The main barrier to VR at the moment is the hardware cost. A legit headset is $500-1000, which is almost as much as the PC. It’s a catch 22... You don’t want to spend money developing a game only a few people will play, but people won’t throw down the amount needed for a VR headset until there’s flagship VR titles to motivate them to spend on it.

It was 350 to get a Rift S on Black Friday, 230 to a get a Samsung. The flagship game is half life Alyx which comes out in March, and Medal of Honor comes out a little after that, with a fair number of large games already out and on the way. Paradox would also be the first on the genre which would boost sales.
 
As i've said for previous titles in this very same forum: can you at least wait until it is out and that you have played it at least 300 hours before saying that it is the future and the best of the best? For now i can only say that valve managed to use a decade old hype to push one of their hardware products and for this they are very smart but nevertheless i still want to see the results before saying to everyone else "go vr" which especially on strategy games for me is meaningless, watching a map in vr.. lol
 
As i've said for previous titles in this very same forum: can you at least wait until it is out and that you have played it at least 300 hours before saying that it is the future and the best of the best? For now i can only say that valve managed to use a decade old hype to push one of their hardware products and for this they are very smart but nevertheless i still want to see the results before saying to everyone else "go vr" which especially on strategy games for me is meaningless, watching a map in vr.. lol

I don’t know what you mean. Who plays any AAA non strategy/sandbox game for 300 hours? If you mean VR then I have three times that down.

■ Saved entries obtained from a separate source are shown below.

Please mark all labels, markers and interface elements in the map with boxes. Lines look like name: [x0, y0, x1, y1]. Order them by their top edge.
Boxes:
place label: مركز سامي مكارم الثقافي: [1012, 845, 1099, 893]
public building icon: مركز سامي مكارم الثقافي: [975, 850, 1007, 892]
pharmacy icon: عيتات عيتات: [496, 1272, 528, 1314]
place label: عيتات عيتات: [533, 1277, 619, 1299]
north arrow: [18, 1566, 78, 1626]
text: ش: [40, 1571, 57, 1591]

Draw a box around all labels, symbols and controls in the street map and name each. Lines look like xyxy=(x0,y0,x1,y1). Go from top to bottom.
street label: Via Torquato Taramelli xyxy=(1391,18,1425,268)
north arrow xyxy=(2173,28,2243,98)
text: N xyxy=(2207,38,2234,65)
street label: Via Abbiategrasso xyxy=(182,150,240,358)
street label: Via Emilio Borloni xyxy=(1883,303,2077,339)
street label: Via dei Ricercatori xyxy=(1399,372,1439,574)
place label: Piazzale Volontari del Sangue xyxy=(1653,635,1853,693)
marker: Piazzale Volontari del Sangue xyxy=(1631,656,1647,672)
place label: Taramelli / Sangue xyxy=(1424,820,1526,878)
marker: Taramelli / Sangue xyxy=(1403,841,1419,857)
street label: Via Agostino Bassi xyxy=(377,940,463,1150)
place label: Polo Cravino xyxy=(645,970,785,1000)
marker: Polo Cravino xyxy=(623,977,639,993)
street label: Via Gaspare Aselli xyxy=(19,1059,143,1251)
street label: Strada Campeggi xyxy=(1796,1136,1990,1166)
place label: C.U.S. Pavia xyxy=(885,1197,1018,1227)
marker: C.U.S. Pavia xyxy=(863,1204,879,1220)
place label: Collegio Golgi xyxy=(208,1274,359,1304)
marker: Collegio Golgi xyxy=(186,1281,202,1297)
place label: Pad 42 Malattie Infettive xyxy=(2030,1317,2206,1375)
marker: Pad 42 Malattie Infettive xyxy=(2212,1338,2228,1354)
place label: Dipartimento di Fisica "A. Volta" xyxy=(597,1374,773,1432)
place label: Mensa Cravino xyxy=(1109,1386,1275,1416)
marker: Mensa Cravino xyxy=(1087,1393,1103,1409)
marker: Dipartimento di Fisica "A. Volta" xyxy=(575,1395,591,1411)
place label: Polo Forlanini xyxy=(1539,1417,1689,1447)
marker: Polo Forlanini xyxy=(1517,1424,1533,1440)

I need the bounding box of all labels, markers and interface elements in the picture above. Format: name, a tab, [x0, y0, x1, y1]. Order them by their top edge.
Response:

The Index is a small fraction of VR headsets on SteamVR, Valve knows and is fine with that, it’s mot meant to be a mass product.

Have you played RUSE? Final Assault? Radio Commander? Star Blazer? What about a first person EndWar? Airmech command? Cosmic Trip? Or an Xcom game where you played the turn of each soldier in first person? Or a war game where you use an actual war map like in real war? Any space strategy combat is better in VR, it’s the only way to get three dimensions working correctly. VR can also turn UIs into comprehensible scenes. It’s not just a map, although games like storm land are showing how naturally interacting with a map is actually a big step forward.
 
People play GS games for hours at a time. Try that with VR -- the headset will run out of battery power and/or you'll puke your guts out from VR-induced nausea well before a typical GS strategy would end.
 
People play GS games for hours at a time. Try that with VR -- the headset will run out of battery power and/or you'll puke your guts out from VR-induced nausea well before a typical GS strategy would end.

They don’t run on battery, they’re wired, and people watch movies and football games on them. I played a shooter for five hours in my index the other day. If you don’t believe a paradox game could ever be good in VR because it privileges tactility and first person, then fine, but these criticisms don’t make much sense.
 
People play GS games for hours at a time. Try that with VR -- the headset will run out of battery power and/or you'll puke your guts out from VR-induced nausea well before a typical GS strategy would end.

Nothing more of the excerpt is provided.